After agreeing to a strategy, students identified drainage patterns and sites at which to locate future plantings. Next, they rented a concrete wet saw; cut (at great physical expense) two strips across the parking spots; and planted sumac, juniper, honeysuckle and other “volunteers” collected from the urban forest growing on the former Pruitt-Igoe housing site downtown.
“Parking Plot is a bit of agitprop,” Imbert says. “It is a plot on parking and the impervious, hot asphalt of contemporary cities.” And, since students continue to monitor the plants, “it is also a test plot for urban vegetation, and a suggestion that tough is beautiful.”
Gates, meanwhile, led a small army of volunteers to transform a dilapidated mixed-use building — located at 1415 Mallinckrodt, in the Hyde Park neighborhood — into an arts center for students at nearby Most Holy Trinity Catholic Church and School.
That workforce included students who participated in Somethingness: Ways of Seeing and Building.

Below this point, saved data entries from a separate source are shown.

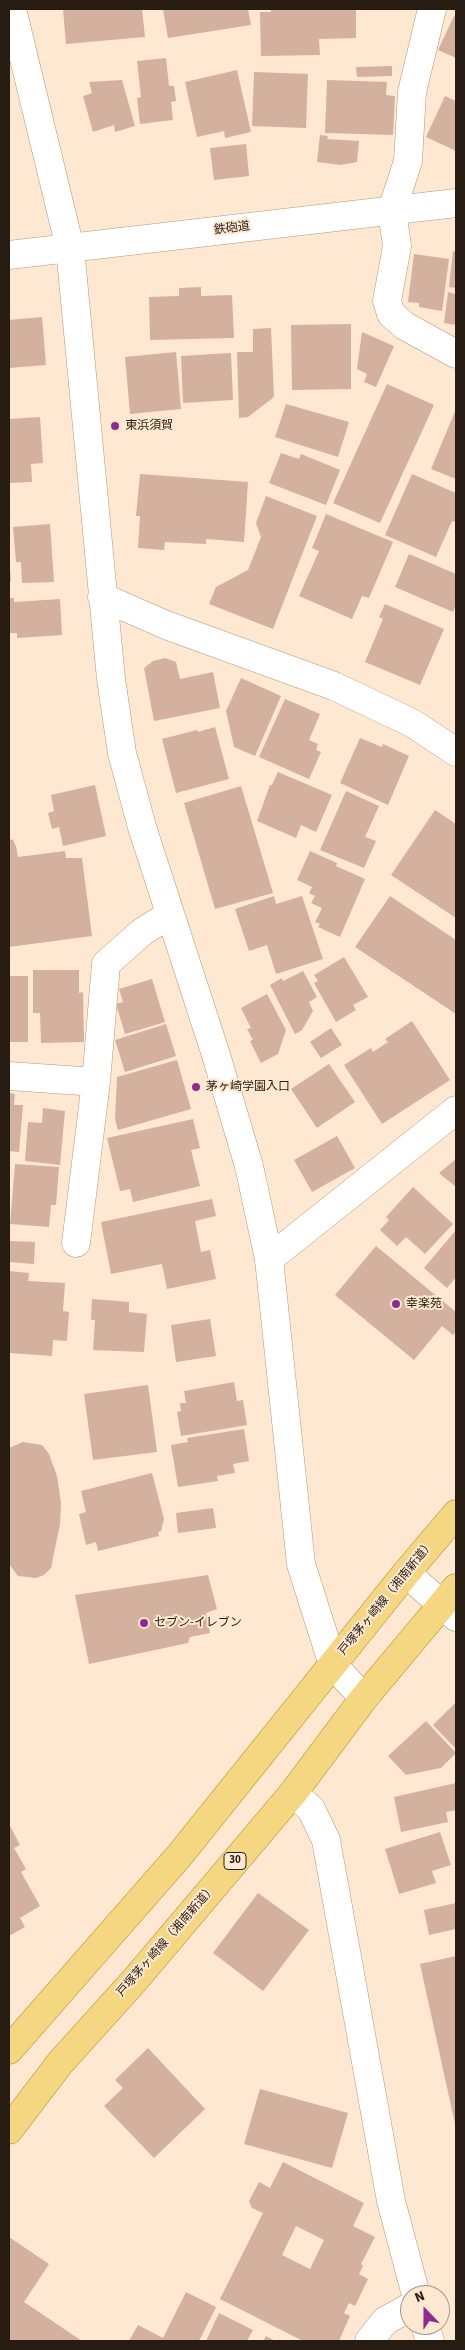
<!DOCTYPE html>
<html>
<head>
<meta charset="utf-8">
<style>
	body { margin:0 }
	#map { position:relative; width:465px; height:2350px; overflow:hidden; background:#ffe8d1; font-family:"Source Sans 3",sans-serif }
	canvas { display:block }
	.frame { position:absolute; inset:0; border:10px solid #261c11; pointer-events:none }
	.north { position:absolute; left:400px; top:2285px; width:50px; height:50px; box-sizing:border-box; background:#ffe8d1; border:1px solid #a89684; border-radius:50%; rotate:338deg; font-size:14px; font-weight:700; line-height:20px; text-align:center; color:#261c11 }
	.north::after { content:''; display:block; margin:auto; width:18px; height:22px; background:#90298f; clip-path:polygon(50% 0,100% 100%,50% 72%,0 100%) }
</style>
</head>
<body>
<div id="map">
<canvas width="465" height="2350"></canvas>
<div class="frame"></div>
<div class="north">N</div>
</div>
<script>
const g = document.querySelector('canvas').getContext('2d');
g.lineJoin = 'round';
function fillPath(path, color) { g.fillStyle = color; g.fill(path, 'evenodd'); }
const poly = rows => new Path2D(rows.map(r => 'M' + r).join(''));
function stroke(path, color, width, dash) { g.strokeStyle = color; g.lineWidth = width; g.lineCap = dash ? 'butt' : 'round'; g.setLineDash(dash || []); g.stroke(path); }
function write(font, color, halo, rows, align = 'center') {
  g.font = font + ' "Source Sans 3","Noto Sans JP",sans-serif'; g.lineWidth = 4; g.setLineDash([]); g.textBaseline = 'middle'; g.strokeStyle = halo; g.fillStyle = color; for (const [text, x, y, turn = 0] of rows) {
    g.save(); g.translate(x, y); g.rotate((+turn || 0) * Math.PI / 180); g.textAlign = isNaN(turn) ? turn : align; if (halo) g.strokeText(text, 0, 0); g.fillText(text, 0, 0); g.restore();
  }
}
const building = poly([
	[63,9,142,9,145,37,66,44],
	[163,9,248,9,251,25,168,38],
	[271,9,356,9,356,38,319,39,320,55,261,56,260,12,271,12],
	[454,16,456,17,456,58,438,50],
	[166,58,169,86,174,86,176,101,171,102,173,120,140,124,137,98,141,97,137,61],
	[392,66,392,76,357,77,356,67],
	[237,70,251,132,225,138,224,131,197,137,185,82],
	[254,72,308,74,306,128,252,126],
	[122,80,135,126,115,132,114,125,93,132,83,96,92,93,89,82],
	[327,80,387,82,386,95,395,96,393,135,325,133],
	[445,96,456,101,456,151,426,137],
	[320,135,328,136,327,139,359,141,357,162,341,165,317,162],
	[246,144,249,176,214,180,210,148],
	[453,251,456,252,456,288,449,287],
	[414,254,449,259,442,311,419,307,419,303,408,302],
	[201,287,201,296,232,295,234,338,150,340,149,297,179,296,179,288],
	[448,292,456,294,456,325,444,323],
	[42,317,46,365,9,368,9,320],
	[351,324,351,389,292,390,291,325],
	[271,328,274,397,248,417,239,418,237,352,253,352,253,329],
	[362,332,394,346,376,387,364,382,367,374,357,369],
	[176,352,181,409,130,414,125,357],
	[231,353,233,400,183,403,181,356],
	[387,384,434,405,380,523,333,503],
	[286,404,349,422,338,457,275,437],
	[456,409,456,479,431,469],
	[40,417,43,463,31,464,32,482,9,483,9,419],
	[281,453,299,459,301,454,340,470,326,505,269,483],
	[140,474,248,482,244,542,206,539,206,544,165,542,164,550,138,548,140,516,136,516],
	[412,474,456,493,456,522,452,521,436,557,385,535],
	[266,496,317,516,273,629,209,604,216,587,248,570,261,537,256,523],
	[326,514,393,542,369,598,362,596,352,619,299,596,319,551,312,548],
	[50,524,54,582,22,583,21,562,16,562,13,527],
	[409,554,456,574,456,604,453,612,395,587],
	[9,568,10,568,11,581,9,581],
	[9,598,14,598,14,602,60,599,62,635,17,638,17,633,9,633],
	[385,604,444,629,420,685,365,662,383,619,379,617],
	[165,658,176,662,180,679,213,672,220,708,154,721,144,668,153,661],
	[241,678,281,696,255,756,234,747,226,711],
	[285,699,320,714,309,740,318,744,316,750,321,752,309,779,259,757],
	[215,727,229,779,176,793,162,739,197,730,198,732],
	[360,738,382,747,383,744,409,756,388,805,340,783],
	[278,772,332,795,316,832,301,825,296,838,257,821,270,785,272,785],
	[95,785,106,836,63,846,59,827,52,829,48,813,54,811,51,795],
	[241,786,273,893,215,909,184,803],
	[346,791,379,806,365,837,376,841,364,868,320,850],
	[435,810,456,824,456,918,391,875],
	[9,839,13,840,16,846,18,857,65,851,66,858,82,858,92,936,9,947],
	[310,851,337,863,336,866,365,879,340,937,318,927,320,924,315,922,322,908,311,903,315,896,309,893,312,887,297,880],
	[274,896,276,904,302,896,323,959,276,974,267,945,249,951,235,909],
	[390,896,456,940,456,1014,355,947],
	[344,957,368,997,353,1005,356,1010,336,1022,314,983,318,981,314,975],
	[33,970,79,970,79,993,83,992,84,1042,41,1043,40,1013,33,1013],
	[303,971,317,997,309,1002,313,1011,302,1030,295,1034,270,985,282,978,283,981],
	[9,976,28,976,28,1042,9,1042],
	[152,979,165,1022,125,1034,116,1004,123,1002,119,989],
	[267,994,286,1030,278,1054,261,1063,250,1041,253,1040,247,1029,251,1028,241,1008],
	[412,1021,450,1080,382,1124,344,1065,371,1048,373,1052,388,1042,385,1039],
	[166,1024,176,1056,125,1072,115,1040],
	[331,1028,342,1045,321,1058,310,1042],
	[177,1060,191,1109,118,1130,115,1119,117,1077],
	[329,1064,355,1102,317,1128,291,1089],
	[9,1093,15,1094,14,1105,23,1105,19,1152,9,1151],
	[43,1108,65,1111,60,1165,25,1161,28,1122,42,1123],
	[193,1119,200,1148,191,1150,200,1186,133,1202,130,1189,120,1191,107,1138],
	[337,1136,355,1168,312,1192,294,1160],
	[456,1159,456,1187,439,1173],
	[15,1164,59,1167,56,1205,51,1205,49,1227,10,1224],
	[413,1187,453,1224,425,1254,406,1237,397,1246,380,1230,389,1220,386,1217],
	[212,1199,216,1216,195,1221,201,1252,210,1250,216,1279,167,1289,162,1264,111,1274,101,1222],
	[456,1230,456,1277,447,1288,424,1268],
	[9,1241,35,1242,34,1264,9,1262],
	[376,1246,456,1312,456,1331,453,1335,442,1326,414,1360,335,1295],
	[9,1271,29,1273,28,1281,65,1283,63,1311,69,1312,67,1341,53,1340,52,1356,9,1353],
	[92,1299,129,1302,129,1312,147,1314,144,1352,93,1350,95,1320,91,1320],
	[210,1319,216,1356,176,1362,171,1325],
	[234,1382,237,1401,243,1400,247,1425,181,1436,177,1412,181,1411,180,1403,186,1403,184,1391],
	[148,1385,157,1452,93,1460,84,1394],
	[244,1429,249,1461,233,1464,235,1473,217,1476,218,1481,178,1487,171,1445,188,1442,187,1438],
	[23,1442,42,1445,49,1454,57,1476,61,1503,60,1524,51,1568,44,1575,36,1578,18,1576,9,1564,9,1448],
	[152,1473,164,1519,161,1531,158,1532,159,1536,98,1551,96,1542,86,1545,79,1514,86,1512,81,1491],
	[213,1508,216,1528,178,1533,176,1513],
	[208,1575,217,1609,206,1613,210,1633,190,1637,188,1643,89,1664,75,1595],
	[456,1702,456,1749,433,1725],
	[426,1721,456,1753,441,1768,406,1775,388,1756],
	[456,1783,456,1810,446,1812,448,1822,401,1832,394,1797],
	[9,1824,20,1845,14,1848,26,1869,21,1872,40,1906,20,1918,25,1927,9,1936],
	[440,1832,451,1865,432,1871,436,1883,399,1894,385,1849],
	[258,1893,309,1930,263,1991,213,1953],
	[456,1903,456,1929,429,1935,424,1910],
	[456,1956,456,2124,455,2124,420,1964],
	[148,2048,205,2109,154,2158,104,2106,123,2088,115,2080],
	[260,2089,348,2113,332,2168,244,2144],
	[283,2162,364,2203,353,2226,375,2237,361,2264,363,2266,359,2274,368,2279,355,2306,349,2303,344,2313,350,2316,339,2341,303,2341,220,2299,263,2213,252,2208,249,2201,259,2182,270,2188],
	[296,2226,324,2240,310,2269,282,2255],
	[9,2237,49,2264,24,2302,82,2341,9,2341],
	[186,2292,216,2307,199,2341,129,2341,138,2325,163,2338],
	[219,2313,253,2330,247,2341,206,2341],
	[266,2336,275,2341,263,2341]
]);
const minor = poly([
	[432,9,412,92,408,161,392,210,397,246,387,301,391,314,405,326,456,354],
	[102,597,166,625,334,686,412,723,456,752],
	[9,1076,96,1082],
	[76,1243,96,1082,106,964,142,932,169,915],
	[269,1259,456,1110],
	[406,1573,456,1617],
	[293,1793,311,1809,326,1840,391,2201,416,2295],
	[425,2325,430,2341],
	[369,2341,385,2321,410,2307]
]);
const tertiary = poly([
	[12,9,70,248,111,679,122,753,142,827,216,1055,249,1166,269,1259,301,1564,333,1665,364,1698],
	[9,255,456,203]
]);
const primary = poly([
	[9,2050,179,1856,406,1573,456,1514],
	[9,2130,60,2063,134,1981,293,1793,364,1698,456,1588]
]);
const markers = [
	[115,426,5,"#90298f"],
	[196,1087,5,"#90298f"],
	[396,1304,5,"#90298f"],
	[144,1623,5,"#90298f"]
];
const shields = [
	[235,1861,22]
];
const shieldNames = [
	["30",235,1861]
];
const streetNames = [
	["鉄砲道",232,229,-7],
	["戸塚茅ヶ崎線（湘南新道）",387,1598,-51],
	["戸塚茅ヶ崎線（湘南新道）",167,1941,-49]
];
const poiNames = [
	["東浜須賀",125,426],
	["茅ヶ崎学園入口",206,1087],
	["幸楽苑",406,1304],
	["セブン-イレブン",154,1623]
];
fillPath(building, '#d4b09e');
stroke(minor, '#b1977b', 29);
stroke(tertiary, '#b1977b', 29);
stroke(primary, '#a98523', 29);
stroke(minor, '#fff', 28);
stroke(tertiary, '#fff', 28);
stroke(primary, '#f5d781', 28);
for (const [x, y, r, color] of markers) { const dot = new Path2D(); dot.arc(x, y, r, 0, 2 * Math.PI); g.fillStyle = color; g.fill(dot); stroke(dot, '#ffe8d1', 2); }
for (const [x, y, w] of shields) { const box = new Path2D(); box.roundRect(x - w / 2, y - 8.5, w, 17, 4); g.fillStyle = '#ffe8d1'; g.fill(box); stroke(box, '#261c11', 1); }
write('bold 11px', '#261c11', null, shieldNames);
write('12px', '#261c11', '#ffe8d1', streetNames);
write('12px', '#261c11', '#ffe8d1', poiNames, 'left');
</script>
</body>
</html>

The summer 2011 design-build course was a project of CityStudioSTL, which works with local groups to conceive, design and ultimately construct publicly minded projects. Students spent several weeks shoring up the structure and building a small amphitheater in the rear of the property.
“The 1415 project represents architecture as a form of civic and social engagement,” says Bruce Lindsey, dean of architecture and the E. Desmond Lee Professor for Community Collaboration.
“Questions of design and construction become a way to explore the nexus of race, history and community,” Lindsey says. “It is architecture as cultural research.”
http://www.youtube.com/watch?v=APlBR3HaEtY
Nordic Light House
Social and environmental themes also underscore MacKeith’s exhibition for the Nordic Pavilion.
Designed by Pritzker Prize-winning architect Sverre Fehn, the Pavilion has long served as both physical and metaphorical “common ground” for Finland, Sweden and Norway. For Light Houses, MacKeith elected to celebrate the structure’s 50th anniversary by selecting 32 architects born after 1962 — 10 from Norway and 11 each from Finland and Sweden — and inviting them to create model conceptual homes reflecting their personal philosophies of architecture.
“Contemporary Nordic architectural culture offers both exemplary approaches and significant constructed works addressing the most challenging circumstances of our time,” MacKeith says. “The classic hallmarks of Nordic architecture – simplified form, frugal use of materials and sensitive treatment of daylight and the natural setting – embody the basic principles of responsible, sustainable architecture.”
MacKeith adds that the Pavilion owes much in its design to the Sam Fox School’s architecture program. In addition to MacKeith’s curatorial work and exhibition design, 2004 alumnus Philip Tidwell served as assistant curator and designer; and Juhani Pallasmaa, a former Raymond E. Maritz Visiting Professor of Architecture and recipient of the school’s 2012 Dean’s Medal, designed the exhibition pedestals.
“This is what MacKeith is inviting you to do,” architecture critic Cate St. Hill writes for Building Design UK. “Come into this open house, walk among the (‘Light Houses’), contemplate the designs, even touch a few if you would like, all a welcoming change from being brainwashed with endless information as with some of the other pavilions.
“The result is simple, highly tactile and very Scandinavian.”
The 13th International Venice Architecture Biennale remains on view through Nov. 25 in Venice, Italy.